Collection entries
BEGIN

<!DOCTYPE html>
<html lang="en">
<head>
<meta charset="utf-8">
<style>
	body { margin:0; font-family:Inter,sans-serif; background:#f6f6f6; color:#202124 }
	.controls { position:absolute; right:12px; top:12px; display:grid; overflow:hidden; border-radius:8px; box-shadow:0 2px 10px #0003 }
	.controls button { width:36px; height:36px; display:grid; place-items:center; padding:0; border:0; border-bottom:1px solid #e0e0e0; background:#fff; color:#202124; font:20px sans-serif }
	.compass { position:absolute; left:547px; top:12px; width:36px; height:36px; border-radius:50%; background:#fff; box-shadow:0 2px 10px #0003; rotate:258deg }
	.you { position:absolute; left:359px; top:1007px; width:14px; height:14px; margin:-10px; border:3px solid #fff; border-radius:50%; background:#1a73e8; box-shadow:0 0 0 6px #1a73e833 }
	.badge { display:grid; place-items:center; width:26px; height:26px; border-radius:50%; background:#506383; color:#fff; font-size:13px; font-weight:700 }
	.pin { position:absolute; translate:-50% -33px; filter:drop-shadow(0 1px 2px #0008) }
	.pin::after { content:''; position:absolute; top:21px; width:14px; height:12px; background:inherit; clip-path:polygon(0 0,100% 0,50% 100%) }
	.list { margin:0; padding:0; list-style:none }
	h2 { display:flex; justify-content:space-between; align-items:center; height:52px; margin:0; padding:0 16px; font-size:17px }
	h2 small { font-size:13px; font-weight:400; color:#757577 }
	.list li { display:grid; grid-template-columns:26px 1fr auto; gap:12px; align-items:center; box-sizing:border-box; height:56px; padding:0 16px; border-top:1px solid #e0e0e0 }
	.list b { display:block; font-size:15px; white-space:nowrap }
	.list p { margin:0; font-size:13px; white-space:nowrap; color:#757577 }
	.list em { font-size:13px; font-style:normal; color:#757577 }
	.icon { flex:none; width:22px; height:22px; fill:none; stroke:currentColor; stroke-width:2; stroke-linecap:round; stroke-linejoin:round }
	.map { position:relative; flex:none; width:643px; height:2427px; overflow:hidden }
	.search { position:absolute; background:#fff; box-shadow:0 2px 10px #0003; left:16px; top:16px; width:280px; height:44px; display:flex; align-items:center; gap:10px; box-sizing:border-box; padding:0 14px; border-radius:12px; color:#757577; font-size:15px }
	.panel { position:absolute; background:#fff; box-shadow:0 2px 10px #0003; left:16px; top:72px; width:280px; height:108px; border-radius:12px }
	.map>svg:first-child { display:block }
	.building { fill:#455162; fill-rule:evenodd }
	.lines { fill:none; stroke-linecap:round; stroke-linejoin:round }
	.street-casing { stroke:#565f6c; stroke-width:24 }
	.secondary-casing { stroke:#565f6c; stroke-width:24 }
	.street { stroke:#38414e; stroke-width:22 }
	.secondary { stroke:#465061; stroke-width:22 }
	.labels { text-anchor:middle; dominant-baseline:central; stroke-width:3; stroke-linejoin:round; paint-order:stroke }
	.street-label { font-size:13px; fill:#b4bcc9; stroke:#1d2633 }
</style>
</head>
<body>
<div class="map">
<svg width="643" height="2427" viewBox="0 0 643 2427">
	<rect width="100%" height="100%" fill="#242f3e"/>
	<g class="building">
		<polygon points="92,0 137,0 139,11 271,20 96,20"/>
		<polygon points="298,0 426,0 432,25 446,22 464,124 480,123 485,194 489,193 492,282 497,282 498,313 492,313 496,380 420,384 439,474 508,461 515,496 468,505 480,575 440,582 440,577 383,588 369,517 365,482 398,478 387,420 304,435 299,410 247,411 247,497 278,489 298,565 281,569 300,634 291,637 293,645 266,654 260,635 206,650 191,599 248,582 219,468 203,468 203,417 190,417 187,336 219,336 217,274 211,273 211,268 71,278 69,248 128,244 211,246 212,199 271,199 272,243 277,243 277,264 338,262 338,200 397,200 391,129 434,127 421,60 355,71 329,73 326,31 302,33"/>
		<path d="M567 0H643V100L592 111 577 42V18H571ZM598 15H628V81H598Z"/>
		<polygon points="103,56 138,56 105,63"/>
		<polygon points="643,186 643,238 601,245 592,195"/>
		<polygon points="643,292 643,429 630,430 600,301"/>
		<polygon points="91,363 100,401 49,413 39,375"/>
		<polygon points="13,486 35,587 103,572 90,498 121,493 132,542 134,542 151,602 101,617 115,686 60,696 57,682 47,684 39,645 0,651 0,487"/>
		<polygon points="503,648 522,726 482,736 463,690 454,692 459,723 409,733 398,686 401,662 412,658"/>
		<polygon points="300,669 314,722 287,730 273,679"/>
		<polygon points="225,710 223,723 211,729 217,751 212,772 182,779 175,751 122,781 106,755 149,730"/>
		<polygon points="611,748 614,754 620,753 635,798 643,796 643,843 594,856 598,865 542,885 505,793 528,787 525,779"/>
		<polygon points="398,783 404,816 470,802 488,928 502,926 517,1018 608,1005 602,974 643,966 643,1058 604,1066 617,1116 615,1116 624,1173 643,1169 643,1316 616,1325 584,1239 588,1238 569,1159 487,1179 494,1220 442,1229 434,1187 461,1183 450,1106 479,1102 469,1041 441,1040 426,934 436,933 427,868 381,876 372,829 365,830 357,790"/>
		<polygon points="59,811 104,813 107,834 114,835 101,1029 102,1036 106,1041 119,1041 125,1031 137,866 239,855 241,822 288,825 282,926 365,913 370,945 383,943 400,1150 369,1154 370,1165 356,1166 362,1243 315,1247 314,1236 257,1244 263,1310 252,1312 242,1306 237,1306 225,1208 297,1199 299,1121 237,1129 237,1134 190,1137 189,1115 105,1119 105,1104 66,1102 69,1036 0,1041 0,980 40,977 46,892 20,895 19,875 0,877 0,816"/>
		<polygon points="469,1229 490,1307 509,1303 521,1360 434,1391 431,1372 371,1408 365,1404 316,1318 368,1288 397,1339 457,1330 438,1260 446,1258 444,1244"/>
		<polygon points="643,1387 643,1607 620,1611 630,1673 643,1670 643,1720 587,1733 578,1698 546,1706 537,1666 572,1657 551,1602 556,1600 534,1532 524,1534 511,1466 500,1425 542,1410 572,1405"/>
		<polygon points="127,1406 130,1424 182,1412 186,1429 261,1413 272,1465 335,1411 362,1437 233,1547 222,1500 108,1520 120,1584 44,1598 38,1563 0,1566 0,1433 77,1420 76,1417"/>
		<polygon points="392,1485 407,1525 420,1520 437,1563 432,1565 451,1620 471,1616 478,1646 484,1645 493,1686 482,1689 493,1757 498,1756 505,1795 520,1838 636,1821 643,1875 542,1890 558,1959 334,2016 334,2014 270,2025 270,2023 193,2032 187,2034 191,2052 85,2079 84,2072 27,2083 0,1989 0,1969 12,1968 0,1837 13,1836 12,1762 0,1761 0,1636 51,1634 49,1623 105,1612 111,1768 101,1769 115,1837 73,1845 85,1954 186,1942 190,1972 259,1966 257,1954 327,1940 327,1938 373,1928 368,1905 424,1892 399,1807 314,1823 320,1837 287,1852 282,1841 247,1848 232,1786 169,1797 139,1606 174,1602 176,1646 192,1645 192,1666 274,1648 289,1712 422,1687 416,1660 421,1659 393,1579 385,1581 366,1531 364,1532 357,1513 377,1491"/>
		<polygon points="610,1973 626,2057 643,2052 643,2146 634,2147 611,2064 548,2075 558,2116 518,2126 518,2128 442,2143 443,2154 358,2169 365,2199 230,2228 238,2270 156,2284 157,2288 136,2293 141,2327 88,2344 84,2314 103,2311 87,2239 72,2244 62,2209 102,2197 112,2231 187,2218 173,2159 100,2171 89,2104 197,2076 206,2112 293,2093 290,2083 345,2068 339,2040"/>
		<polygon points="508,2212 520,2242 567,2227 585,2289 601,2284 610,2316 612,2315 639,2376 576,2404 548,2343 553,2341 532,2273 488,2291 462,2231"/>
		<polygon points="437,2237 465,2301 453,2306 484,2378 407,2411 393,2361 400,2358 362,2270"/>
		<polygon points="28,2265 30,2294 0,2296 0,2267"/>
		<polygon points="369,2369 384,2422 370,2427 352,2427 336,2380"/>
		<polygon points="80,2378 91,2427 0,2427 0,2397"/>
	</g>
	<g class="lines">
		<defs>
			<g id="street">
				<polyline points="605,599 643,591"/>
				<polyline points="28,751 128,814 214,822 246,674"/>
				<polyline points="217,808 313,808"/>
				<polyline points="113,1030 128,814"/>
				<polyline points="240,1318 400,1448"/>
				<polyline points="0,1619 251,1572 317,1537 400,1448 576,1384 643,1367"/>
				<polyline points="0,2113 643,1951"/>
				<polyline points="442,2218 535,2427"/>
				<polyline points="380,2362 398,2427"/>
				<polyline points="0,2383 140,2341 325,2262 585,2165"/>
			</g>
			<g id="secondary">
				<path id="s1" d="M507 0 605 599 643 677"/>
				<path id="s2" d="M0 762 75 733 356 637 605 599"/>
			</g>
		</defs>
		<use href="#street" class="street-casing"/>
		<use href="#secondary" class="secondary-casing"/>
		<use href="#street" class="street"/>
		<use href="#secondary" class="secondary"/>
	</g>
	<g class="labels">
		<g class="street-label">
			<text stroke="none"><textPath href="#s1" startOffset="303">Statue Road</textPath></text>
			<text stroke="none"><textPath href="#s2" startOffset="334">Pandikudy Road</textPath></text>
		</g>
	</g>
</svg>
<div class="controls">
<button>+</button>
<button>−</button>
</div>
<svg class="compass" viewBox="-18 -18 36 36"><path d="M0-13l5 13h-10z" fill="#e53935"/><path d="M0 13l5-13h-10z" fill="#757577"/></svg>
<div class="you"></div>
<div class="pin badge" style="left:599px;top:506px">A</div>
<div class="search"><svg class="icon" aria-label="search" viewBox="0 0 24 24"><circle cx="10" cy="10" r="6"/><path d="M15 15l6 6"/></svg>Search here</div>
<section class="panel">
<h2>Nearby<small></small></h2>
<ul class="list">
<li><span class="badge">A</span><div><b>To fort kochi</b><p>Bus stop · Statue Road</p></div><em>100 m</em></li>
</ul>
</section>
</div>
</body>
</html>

END

TASK OBJECTIVE: Could you write out exactly the lines above, starting at the first one and ending with the line that has "width:36px; height:36px; display:grid;"?

FINAL ANSWER:
<!DOCTYPE html>
<html lang="en">
<head>
<meta charset="utf-8">
<style>
	body { margin:0; font-family:Inter,sans-serif; background:#f6f6f6; color:#202124 }
	.controls { position:absolute; right:12px; top:12px; display:grid; overflow:hidden; border-radius:8px; box-shadow:0 2px 10px #0003 }
	.controls button { width:36px; height:36px; display:grid; place-items:center; padding:0; border:0; border-bottom:1px solid #e0e0e0; background:#fff; color:#202124; font:20px sans-serif }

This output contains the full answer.